BERLIJN - Ooit zetelde Hermann Görings Rijksluchtvaartministerie aan de Wilhelmstrasse. Tegenwoordig herbergt het nationaal-socialistische bouwwerk het ministerie van Financiën. Meer dan zestig correspondenten uit de hele wereld hebben zich er deze donderdagmiddag verzameld. Zij komen voor de man die aan het midden van de tientallen meters lange ovale tafel zit: Wolfgang Schäuble. In een rolstoel, want de machtige conservatieve minister is verlamd sinds hij in 1990 werd neergeschoten door een gek.
De bijeenkomst vindt heel toepasselijk plaats in de ‘Eurozaal’. Dat is ook waar vrijwel alle vragen over gaan. Maar diepere analyses van de crisis waarin het Europese project zich bevindt, zijn ver te zoeken. Minister Schäuble moet spitsroeden lopen. Eén ongelukkige opmerking kan de euro al doen kelderen, en de rentes op staatsobligaties van probleemlanden stijgen.
Dat is precies waar een groot deel van de journalisten op hoopt. Waren er niet zulke enorme financiële en politieke belangen mee gemoeid, dan zou het iets kinderachtigs hebben. De grote Amerikaanse persbureaus, The Financial Times, The Wall Street Journal: alle vissen naar een paar woorden die zo geïnterpreteerd kunnen worden dat de Duitse minister van Financiën een omvallen van Portugal of Spanje niet uitsluit. Of die suggereren dat het Europese reddingsfonds toch niet groot genoeg is. En de minister? Die moet al die identieke vragen zien te pareren met telkens weer nieuwe, nietszeggende antwoorden.

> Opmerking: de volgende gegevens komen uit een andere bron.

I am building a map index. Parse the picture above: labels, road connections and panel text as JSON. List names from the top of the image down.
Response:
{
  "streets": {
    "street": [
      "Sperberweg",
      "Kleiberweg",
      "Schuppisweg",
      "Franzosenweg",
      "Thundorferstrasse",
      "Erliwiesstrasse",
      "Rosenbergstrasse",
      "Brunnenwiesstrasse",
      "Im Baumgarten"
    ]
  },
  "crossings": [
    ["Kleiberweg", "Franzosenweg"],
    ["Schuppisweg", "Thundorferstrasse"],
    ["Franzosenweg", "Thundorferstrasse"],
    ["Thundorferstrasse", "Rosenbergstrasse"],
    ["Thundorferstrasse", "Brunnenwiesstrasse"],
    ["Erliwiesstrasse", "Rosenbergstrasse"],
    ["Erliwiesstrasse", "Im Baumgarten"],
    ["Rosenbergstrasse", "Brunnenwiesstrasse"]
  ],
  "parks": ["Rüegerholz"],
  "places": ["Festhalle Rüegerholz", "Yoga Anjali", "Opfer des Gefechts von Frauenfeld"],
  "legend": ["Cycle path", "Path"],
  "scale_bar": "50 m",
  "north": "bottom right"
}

ZO ZIET de officiële discussie over de euro eruit. Maar achter de schermen gebeurt meer. Niets minder dan de toekomst van de euro, zelfs van de Europese Unie staat op het spel. Daarbij speelt Duitsland als economische motor van het continent een sleutelrol. In de Duitse media circuleren al maandenlang grofweg drie scenario’s. De huidige crisis is het begin van een heuse Europese economische regering, of het einde van de euro. In dat laatste geval zijn er opnieuw twee mogelijkheden. Duitsland kan de euro verlaten en samen met andere stabiele economieën als Nederland, Finland en Oostenrijk een Noord-Europese muntunie oprichten. Een van de prominentste Duitse voorstanders van zo'n ‘neuro’ is oud-werkgeversbaas Hans-Olaf Henkel. Maar het kan ook chaotischer. Volgens dat draaiboek spat ergens dit jaar de euro uit elkaar en keert Duitsland terug naar de D-mark. De gevolgen zouden volgens vrijwel alle economen rampzalig zijn. Door de harde D-mark zou de Duitse export instorten en de werkloosheid exploderen.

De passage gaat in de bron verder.